■ Exercise goal ■
Filter the listing below down to the lines holding the word "Topeka", and copy those lines.

Top of Dataset entries

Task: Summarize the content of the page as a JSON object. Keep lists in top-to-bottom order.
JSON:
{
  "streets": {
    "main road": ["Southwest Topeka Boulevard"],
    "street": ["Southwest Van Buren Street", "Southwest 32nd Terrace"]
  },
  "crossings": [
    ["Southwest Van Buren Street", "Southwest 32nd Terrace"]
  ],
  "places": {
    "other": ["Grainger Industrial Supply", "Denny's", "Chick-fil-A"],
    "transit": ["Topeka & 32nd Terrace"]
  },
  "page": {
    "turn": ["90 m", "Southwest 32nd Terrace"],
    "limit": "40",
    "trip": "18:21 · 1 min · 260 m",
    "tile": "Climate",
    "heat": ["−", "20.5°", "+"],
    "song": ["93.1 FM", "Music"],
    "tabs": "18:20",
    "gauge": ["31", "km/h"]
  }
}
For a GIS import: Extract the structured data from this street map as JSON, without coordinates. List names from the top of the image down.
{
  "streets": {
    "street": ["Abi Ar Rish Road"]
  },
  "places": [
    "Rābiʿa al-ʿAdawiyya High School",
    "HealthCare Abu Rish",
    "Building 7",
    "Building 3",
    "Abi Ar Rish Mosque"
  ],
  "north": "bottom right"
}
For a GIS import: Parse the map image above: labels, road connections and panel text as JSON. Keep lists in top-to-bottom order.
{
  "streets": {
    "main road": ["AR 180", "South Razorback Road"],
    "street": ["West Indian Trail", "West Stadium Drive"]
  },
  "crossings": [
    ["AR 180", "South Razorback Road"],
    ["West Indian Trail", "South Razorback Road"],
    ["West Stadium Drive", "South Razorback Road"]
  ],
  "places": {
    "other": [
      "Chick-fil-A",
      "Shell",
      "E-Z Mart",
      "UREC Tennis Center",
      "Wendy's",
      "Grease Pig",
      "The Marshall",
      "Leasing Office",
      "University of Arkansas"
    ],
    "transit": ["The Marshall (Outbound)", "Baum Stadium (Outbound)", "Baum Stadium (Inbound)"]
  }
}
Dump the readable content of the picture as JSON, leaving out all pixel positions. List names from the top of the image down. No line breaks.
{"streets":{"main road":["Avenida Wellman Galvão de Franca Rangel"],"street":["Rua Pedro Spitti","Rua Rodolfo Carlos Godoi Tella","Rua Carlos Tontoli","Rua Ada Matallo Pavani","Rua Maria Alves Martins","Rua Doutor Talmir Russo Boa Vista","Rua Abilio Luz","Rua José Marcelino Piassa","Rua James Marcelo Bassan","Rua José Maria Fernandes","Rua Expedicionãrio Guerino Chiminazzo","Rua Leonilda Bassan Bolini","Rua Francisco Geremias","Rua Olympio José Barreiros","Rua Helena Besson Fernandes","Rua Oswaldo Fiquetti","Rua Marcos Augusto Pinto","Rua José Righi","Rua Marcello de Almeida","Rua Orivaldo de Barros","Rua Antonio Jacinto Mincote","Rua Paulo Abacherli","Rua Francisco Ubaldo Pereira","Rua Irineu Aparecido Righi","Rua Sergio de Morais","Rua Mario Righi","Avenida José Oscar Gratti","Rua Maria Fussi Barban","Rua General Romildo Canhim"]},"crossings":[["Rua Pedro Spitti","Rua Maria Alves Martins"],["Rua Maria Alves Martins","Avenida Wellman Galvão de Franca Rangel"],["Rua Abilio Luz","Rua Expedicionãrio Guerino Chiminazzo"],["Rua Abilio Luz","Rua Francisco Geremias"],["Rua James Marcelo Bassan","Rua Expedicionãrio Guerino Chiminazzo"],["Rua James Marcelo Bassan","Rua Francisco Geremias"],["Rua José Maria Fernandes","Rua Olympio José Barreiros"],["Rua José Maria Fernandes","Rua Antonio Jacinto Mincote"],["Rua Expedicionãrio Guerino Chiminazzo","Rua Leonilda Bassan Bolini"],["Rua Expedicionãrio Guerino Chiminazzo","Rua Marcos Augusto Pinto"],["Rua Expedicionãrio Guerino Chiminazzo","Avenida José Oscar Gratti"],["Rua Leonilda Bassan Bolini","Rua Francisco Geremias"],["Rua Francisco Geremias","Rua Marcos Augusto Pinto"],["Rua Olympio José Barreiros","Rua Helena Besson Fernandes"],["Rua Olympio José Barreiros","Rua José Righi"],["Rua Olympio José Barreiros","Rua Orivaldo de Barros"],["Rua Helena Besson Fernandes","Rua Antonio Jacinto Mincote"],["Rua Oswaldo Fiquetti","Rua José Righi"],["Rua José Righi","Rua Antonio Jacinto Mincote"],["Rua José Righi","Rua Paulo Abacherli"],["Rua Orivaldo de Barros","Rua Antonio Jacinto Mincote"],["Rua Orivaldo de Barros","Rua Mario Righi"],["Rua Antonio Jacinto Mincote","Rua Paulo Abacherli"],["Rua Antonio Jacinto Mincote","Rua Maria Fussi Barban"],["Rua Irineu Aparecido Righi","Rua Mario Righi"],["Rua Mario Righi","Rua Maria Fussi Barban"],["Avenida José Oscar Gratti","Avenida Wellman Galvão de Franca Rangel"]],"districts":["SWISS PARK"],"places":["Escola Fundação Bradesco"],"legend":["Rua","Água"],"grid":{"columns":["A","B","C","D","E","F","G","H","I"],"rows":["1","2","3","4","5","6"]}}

Bottom of Dataset entries

■ Response to the exercise ■
    "main road": ["Southwest Topeka Boulevard"],
    "transit": ["Topeka & 32nd Terrace"]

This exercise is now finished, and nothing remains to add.